I kept remembering the four Owens kids, who lived in our neighborhood when I was growing up. The Owens kids had a vision. They used to tell us all about how their parents were going to enclose the carport and make a den and put another carport on the back of the house. They always recited a ton of details and it was all so real to them. They had a vision, and to hear those kids talk, you’d think construction was imminent, that surely it would begin the next morning at 6:00 a.m.
I have no doubt that they heard their parents as they dreamed and talked of what they would do one day. But the talk went on and I never saw any evidence of construction. I heard those kids speak their vision and I thought “yeah, right”. I was a skeptic at an early age. We all grew up, and the carport remained just a carport.
I don’t know when it finally happened but the construction began with me taking no notice. I was an adult when I went to visit with Mrs. Owens, to see the new kitchen cabinets and all the work that had been done. The whole family, which now includes several spouses and a few grandchildren, has room to gather together comfortably. Their vision came to pass, just as the Owens kids said it would.
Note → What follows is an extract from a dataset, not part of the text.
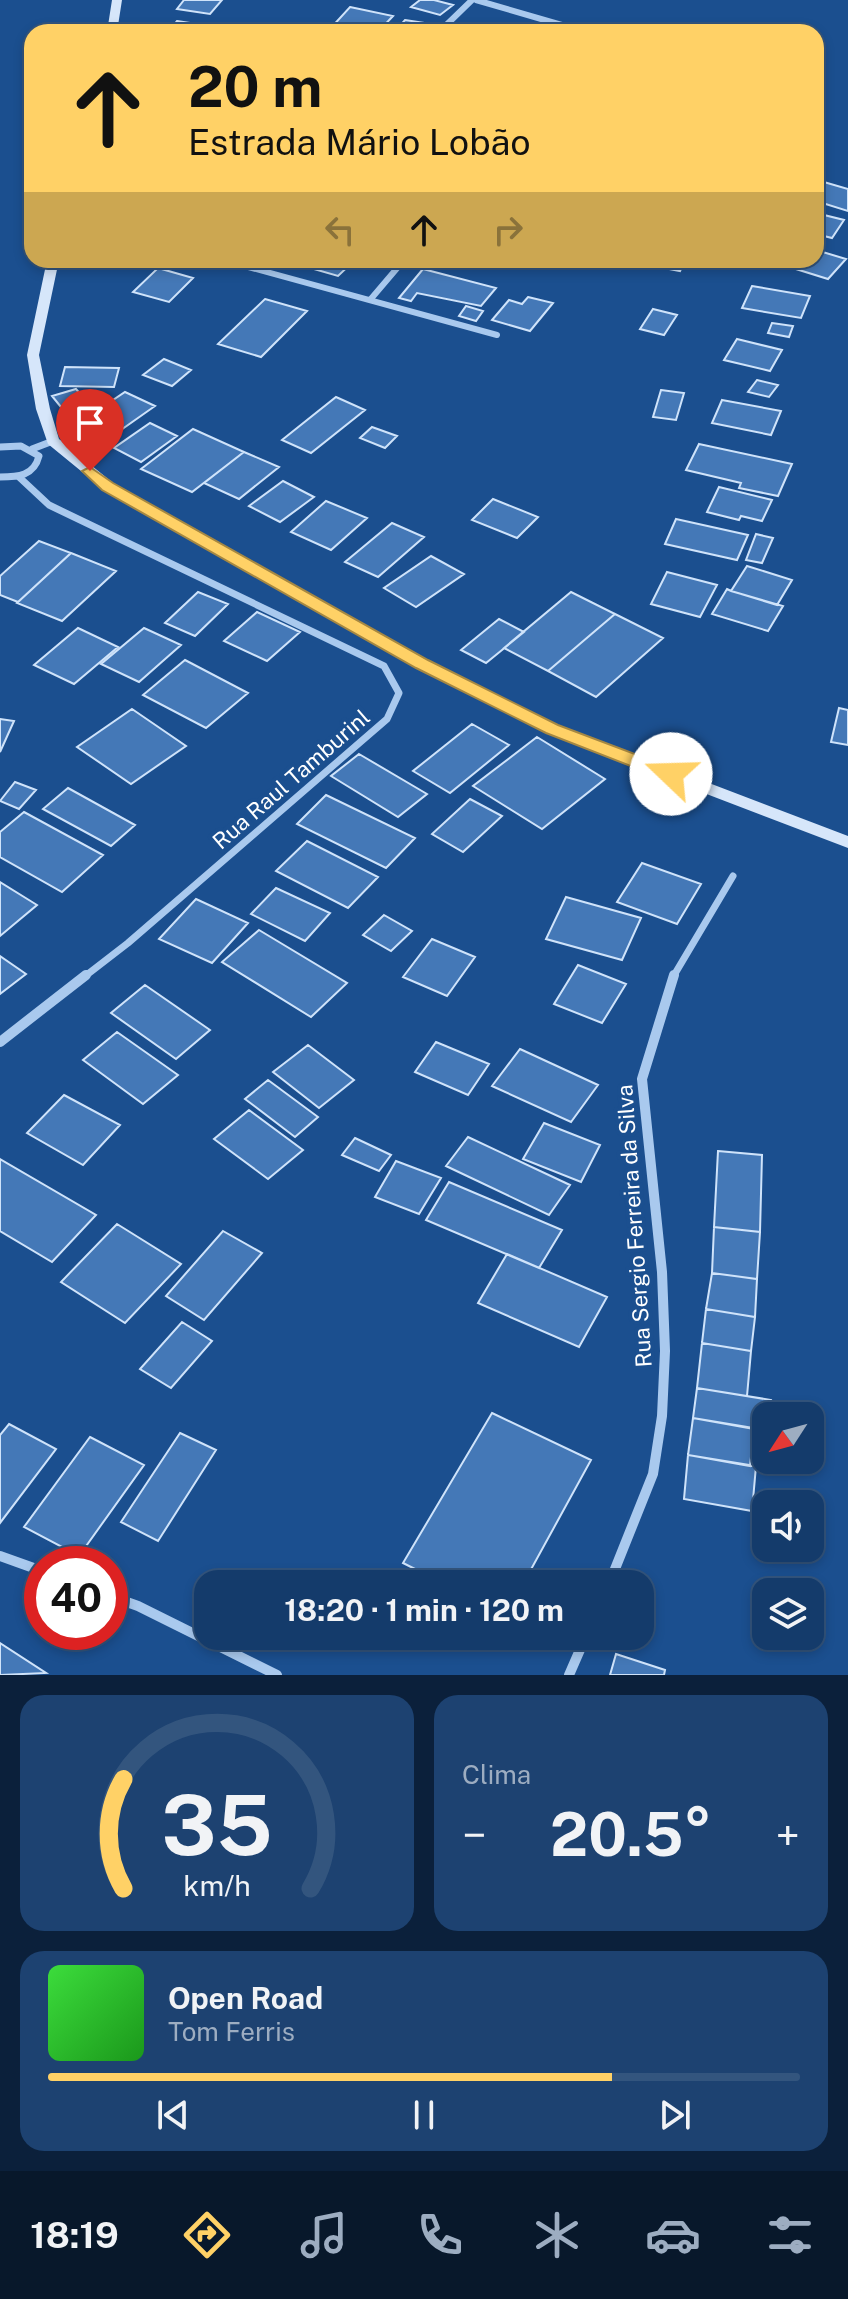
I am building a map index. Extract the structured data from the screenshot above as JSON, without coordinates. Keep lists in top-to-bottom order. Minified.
{"streets":{"street":["Rua Raul Tamburinl","Rua Sergio Ferreira da Silva"]},"north":"bottom left","page":{"turn":["20 m","Estrada Mário Lobão"],"limit":"40","trip":"18:20 · 1 min · 120 m","tile":"Clima","heat":["−","20.5°","+"],"song":["Open Road","Tom Ferris"],"tabs":"18:19","gauge":["35","km/h"]}}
And here is where I got bogged down. I wanted to write about how my heavenly Father has promised me a better home, about how wonderful that day will be “when the faith shall be made sight”. While I believe this verse is about the future promise of a better home, I also think it is about a present promise of clear eyes and an ongoing revelation of God. But the truth of the matter is, I am more than a little bogged down, and I’m discouraged, and my vision is not all that clear at the moment but I never meant for this blog to expose things like that, so I posted my altered photo and kept my mouth shut, because, isn’t a picture supposed to be worth more than a thousand words anyway?
And I’m no theologian, but I think part of the danger here is that when one feels emotionally that there is no present revelation from God, one does tend to cast off restraint—tends to slack off, and stops doing the very things that would be conducive to hearing from God. In other words, one loses the expectation of vision. I would think this little one who thinks she is in a dark and quiet place needs to remember that feelings are not always trustworthy. As we used to say back in the seventies, she needs to keep on truckin’, needs to remember, “thus far, the Lord has been good to us.” She needs to put her glasses back on and get her head up and look around and see. There is a light somewhere in all this darkness.
Proverbs 29:18 (Amplified Bible) Where there is no vision [no redemptive revelation of God], the people perish; but he who keeps the law [of God, which includes that of man]--blessed (happy, fortunate, and enviable) is he.
Proverbs 29:18 (NIV Bible) Where there is no revelation, the people cast off restraint; but blessed is he who keeps the law.